Glenn Beck, the controversial, conservative TV show host, did on Saturday what Dr. Martin Luther King Jr. did 47 years ago.

He brought together hundreds of thousands of people at the Lincoln Memorial in Washington D.C. for a rally and pleaded for unity of all Americans.

Two buses with more than 100 local residents traveled to the event, labeled "Restoring Honor," from Lehighton. At least 10 busloads of people attended from the Lehigh Valley. There were several buses filled with people from the Hazleton area.

Although the National Park Service doesn't give estimates on crowds, organizers said there were about a half million people present. NBC news said it was about 300,000 people in attendance.

One Washington newspaper said the crowd was so large it clogged the Metro transportation system, something which rarely happens.

"Today we are going to concentrate on the good things of America," pledged Beck at the start of the rally. He kept his promise. At times the event resembled a church service, complete with sermon-type speeches and prayer. There also was a lot of emphasis placed on saluting our military members. Beck paid tribute to three individuals who made a difference in the lives of others.

Throughout the rally he stressed the importance of "faith, hope, and charity."

Participants in addition to Beck included former Alaskan governor Sarah Palin and niece of Dr. King, Alveda King, who contradicted the criticism that was waged by some present-day Civil Rights activists regarding Beck choosing to hold a rally on the anniversary of Dr. King's famous "I Have A Dream" speech on the site where he gave the speech.

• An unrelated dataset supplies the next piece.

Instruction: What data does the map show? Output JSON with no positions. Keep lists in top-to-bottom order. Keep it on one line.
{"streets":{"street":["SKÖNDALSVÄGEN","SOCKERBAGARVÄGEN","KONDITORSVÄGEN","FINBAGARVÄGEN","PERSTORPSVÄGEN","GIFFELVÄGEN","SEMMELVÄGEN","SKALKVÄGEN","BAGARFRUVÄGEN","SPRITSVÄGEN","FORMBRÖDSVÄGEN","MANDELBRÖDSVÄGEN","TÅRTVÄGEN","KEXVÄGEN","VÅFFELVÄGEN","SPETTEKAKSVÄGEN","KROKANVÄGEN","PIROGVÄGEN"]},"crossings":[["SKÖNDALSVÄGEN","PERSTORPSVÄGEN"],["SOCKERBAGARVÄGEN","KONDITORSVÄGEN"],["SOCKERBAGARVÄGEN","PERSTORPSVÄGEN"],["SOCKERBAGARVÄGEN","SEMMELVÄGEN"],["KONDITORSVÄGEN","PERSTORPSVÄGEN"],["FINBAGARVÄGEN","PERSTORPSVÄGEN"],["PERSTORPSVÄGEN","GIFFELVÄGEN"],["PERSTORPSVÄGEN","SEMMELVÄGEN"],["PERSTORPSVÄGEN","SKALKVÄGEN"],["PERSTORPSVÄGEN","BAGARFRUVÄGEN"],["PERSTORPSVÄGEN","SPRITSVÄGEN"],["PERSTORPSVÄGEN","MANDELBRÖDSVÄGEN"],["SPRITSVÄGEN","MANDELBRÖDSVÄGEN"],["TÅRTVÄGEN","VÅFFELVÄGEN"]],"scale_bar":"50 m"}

Alveda King quoted her uncle, stating that when judging a man, "Look at the content of his character, not the color of his skin."

She noted that both her father and uncle were killed "for standing up for what is right."

St. Louis Cardinals baseball manager Tony LaRussa and country music performer Jo Dee Messina were on the stage, the latter singing patriotic numbers at the conclusion of the rally.

Sandra Dellicker of Summit Hill, an organizer for the local caravan, made the trip even though she had injured her ankle and had to travel with a wheelchair.

She said after the event, "We had such an uplifting experience. There was beautiful weather and such a spiritual, and uniting message for America."

Dellicker added, "How awesome to see so many patriotic Americans gathering to let everyone know that we are truly 'one nation, under God, indivisible, with liberty and justice for all.'"

Cliff Thompson of Lehighton agreed. He said, "Having all these people here was the great part. They all came together."

Beck said the cost to stage the rally was $3.1 million.

Palin told the audience, "All around us are monuments to those who have sustained us over the years in name and deed," referring to the Lincoln Memorial, Washington Monument, and the various military memorials.

"We must restore America," she urged.

Both Palin and Beck assured there would be nothing political stated at the rally; that the emphasis was on restoring honor. Beck said, "This day...has nothing to do with politics. It has everything to do with God."

Palin spoke about military members and their sacrifices and noted that she is a mother of a soldier. She introduced several military members who have been injured, including an Air Force pilot who spent 5 1/2 years as a Prisoner of War in Vietnam.

La Russa noted that the heroes of today's youth are individuals seen "in movies, on TV, and in books."

"To restore America, we must not only restore honor. We must restore heroes," Beck said.

Albert Pujols, a member of the St. Louis Cardinals baseball team, received a medal from Beck for his contributions made off the field.

Beck gave short speeches in-between the other participants.

He commented, "America is great because America is good," and told the gathering, "We, as individuals, must be good so America can be great."

"9/11 woke us up and we stood shoulder-to-shoulder for a very short time," Beck remarked. "Politics didn't matter. It didn't matter if you were poor or rich. We were Americans standing together."

He urged those in attendance that when they are in their homes, they should "pray on your knees," but added they shouldn't do this in private. "Pray on your knees for your children to see" and be an example for them, he said, adding that in this way, the children can see that their parents are "humble to God."

He continued, "Tell the truth, especially when the truth hurts. For charity, connect to your family. Give them extra time. Give them extra attention. Charity begins at home, first."

Beck mentioned how he had been astray until he found God.

"There comes a time when one generation must sacrifice for the next," he said.

He added, "We must take it on so our children can have a chance."

Buses with people came from as far as California and Oregon.

Rusty Fisher traveled to the rally from Beaumont, Texas, bringing with him a 10-foot cross made out of aluminum and pulled on wheels. The 64-year-old retired roofer made the cross and noted that in 1994, he walked with it from Beaumont to Washington D.C. It took him 4 1/2 months.

He said he started walking again this year, and managed to walk 100 miles before being overcome by heat stroke. As a result, he was forced to drive to the rally in his pick-up truck.

"This is beautiful," he said of the rally. "Thank God. We need this."

At the end of the rally, a bagpiper accompanied by a chorus played the hymn "Amazing Grace."

Edna Walsh of Lehighton stated, "This was a most excellent event. It was very uplifting. It was wonderful to see so many people who want to honor God; put integrity back into our great country."